Data entries:
+--

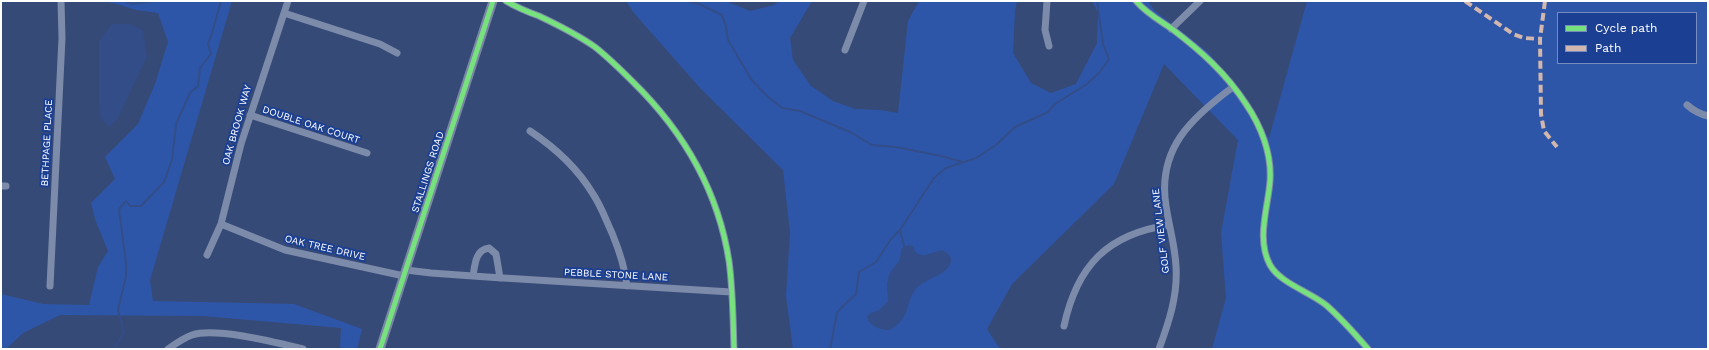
<!DOCTYPE html>
<html>
<head>
<meta charset="utf-8">
<style>
  body { margin:0 }
  #map { position:relative; width:1709px; height:350px; overflow:hidden; background:#364a77; font-family:"Work Sans",sans-serif }
  canvas { display:block }
  .frame { position:absolute; inset:0; border:2px solid #fff; pointer-events:none }
  .legend { position:absolute; left:1557px; top:12px; width:140px; height:52px; box-sizing:border-box; background:#1b3f92; border:1px solid #768cbe; margin:0; padding:5px 7px; list-style:none; font-size:12px; color:#fff }
  .legend li { display:flex; align-items:center; gap:8px; height:20px }
  .legend b { width:20px; border:1px solid #768cbe }
</style>
</head>
<body>
<div id="map">
<canvas width="1709" height="350"></canvas>
<div class="frame"></div>
<ul class="legend">
<li><b style="height:5px;background:#77e17e"></b>Cycle path</li>
<li><b style="height:5px;background:#d1b7ad"></b>Path</li>
</ul>
</div>
<script>
const g = document.querySelector('canvas').getContext('2d');
g.lineJoin = 'round';
function fillPath(path, color) { g.fillStyle = color; g.fill(path, 'evenodd'); }
function trace(path, color, width, dash) { g.strokeStyle = color; g.lineWidth = width; g.lineCap = dash ? 'butt' : 'round'; g.setLineDash(dash || []); g.stroke(path); }
function write(font, color, halo, rows, align = 'center') {
  g.font = font + ' "Work Sans",sans-serif'; g.lineWidth = 4; g.setLineDash([]); g.textBaseline = 'middle'; g.strokeStyle = halo; g.fillStyle = color; for (const [text, x, y, turn = 0] of rows) {
    g.save(); g.translate(x, y); g.rotate((+turn || 0) * Math.PI / 180); g.textAlign = isNaN(turn) ? turn : align; if (halo) g.strokeText(text, 0, 0); g.fillText(text, 0, 0); g.restore();
  }
}
const green = new Path2D(`
  M101 1H232L150 280 153 301 294 304 362 329 357 349H345L340 347 341 328 203 316 60 315 23 333 6 349H1V294L43 304 89 305 98 267 108 251 95 219 91 203 115 179 105 157 138 124 155 84 168 42 158 13 136 10 117 4Z
  M626 1H726L750 11 774 5 779 1H812L790 38 793 60 811 86 833 101 855 109 880 110 898 113 908 21 919 1H1017L1015 11 1013 53 1031 83 1051 93 1076 84 1097 43 1098 12 1092 1H1148L1154 10 1209 53 1238 91 1269 138 1307 1H1708V349H1212L1226 298 1221 233 1238 140 1164 64 1114 184 1012 284 987 329 1000 349H793L786 296 790 233 783 170 700 88 634 13ZM1558 13H1696V63H1558Z`);
const water = new Path2D(`
  M112 24H130L143 30 147 57 117 120 109 127 101 118 99 103V41Z
  M907 245 913 246C914 249 915 252 918 254 929 259 940 244 948 254 951 257 951 258 951 262 946 276 929 277 919 286 907 297 910 309 902 320 899 324 894 327 890 330 882 331 869 326 867 317L869 314 879 310 888 301 887 285 889 275 892 270 899 261 902 248Z`);
const stream = new Path2D(`
  M98 1H103
  M124 1 133 4 154 1
  M687 1 699 4 722 15 726 27 728 40 751 79 766 95 782 108 800 111 850 132 872 145 896 147 941 156 963 162
  M900 230 904 246
  M114 349 124 332 118 310 126 276V263L119 209 126 201 130 206H141L164 182 172 160 176 124 190 93 198 86 200 68 211 54 208 44 212 33 221 1
  M830 349 837 313 841 308 856 294 859 272 876 262 891 239 900 230 934 178 946 168 976 158 996 145 1015 127 1048 112 1055 104 1087 84 1100 72 1109 59 1103 44 1097 1`);
const street = new Path2D(`
  M506 1C516 7 528 12 539 16 558 25 578 35 595 47 609 58 621 70 633 82 684 132 718 190 729 261 733 290 733 320 734 349
  M1047 1 1045 30 1049 46
  M1136 1C1146 13 1159 20 1172 29 1201 51 1226 73 1246 104 1261 126 1272 154 1270 181 1268 208 1256 239 1270 265 1280 283 1310 292 1326 305 1341 318 1355 334 1368 349
  M284 13 380 44 397 53
  M1171 29 1200 1
  M845 50 864 1
  M1687 105C1694 111 1699 114 1708 116
  M250 115 367 153
  M530 131C554 147 578 169 593 194 601 206 606 220 612 233 619 250 625 267 627 286
  M1 186H6
  M221 224 285 250 404 276
  M207 255 221 224 241 144 288 1
  M406 270 431 273 487 277 731 292
  M473 276C475 265 475 250 489 248L496 254 500 278
  M50 286 62 38 61 1
  M1064 326C1077 266 1107 234 1169 225
  M168 349C175 344 184 338 192 335 216 327 278 343 303 349
  M1159 349C1169 322 1178 295 1176 266 1175 246 1169 226 1166 206 1157 149 1191 118 1233 87`);
const secondary = new Path2D(`
  M380 349 493 1`);
const quiet = new Path2D(`
  M1465 1 1513 34 1524 38 1540 39
  M1545 1 1540 39 1541 114 1544 131 1557 147`);
const cycleway = new Path2D(`
  M506 1C516 7 528 12 539 16 558 25 578 35 595 47 609 58 621 70 633 82 684 132 718 190 729 261 733 290 733 320 734 349
  M1136 1C1146 13 1159 20 1172 29 1201 51 1226 73 1246 104 1261 126 1272 154 1270 181 1268 208 1256 239 1270 265 1280 283 1310 292 1326 305 1341 318 1355 334 1368 349
  M380 349 493 1`);
const streetNames = [
  ["OAK BROOK WAY",237,125,-74],
  ["DOUBLE OAK COURT",311,125,18],
  ["BETHPAGE PLACE",47,143,-87],
  ["STALLINGS ROAD",428,172,-72],
  ["GOLF VIEW LANE",1161,231,-97],
  ["OAK TREE DRIVE",325,248,13],
  ["PEBBLE STONE LANE",616,275,3]
];
fillPath(green, '#2e56a8');
fillPath(water, '#334d89');
trace(stream, '#334d89', 2);
trace(street, '#7d8baa', 7);
trace(secondary, '#7a86a6', 9);
trace(quiet, '#d1b7ad', 4, [8, 4]);
trace(cycleway, '#77e17e', 5);
write('10px', '#fff', '#1b3f92', streetNames);
</script>
</body>
</html>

+--

#### TASK STATEMENT
In the data above, how many lines contain the word "strokeStyle"? Only the number is wanted.

#### COMPLETED TASK
2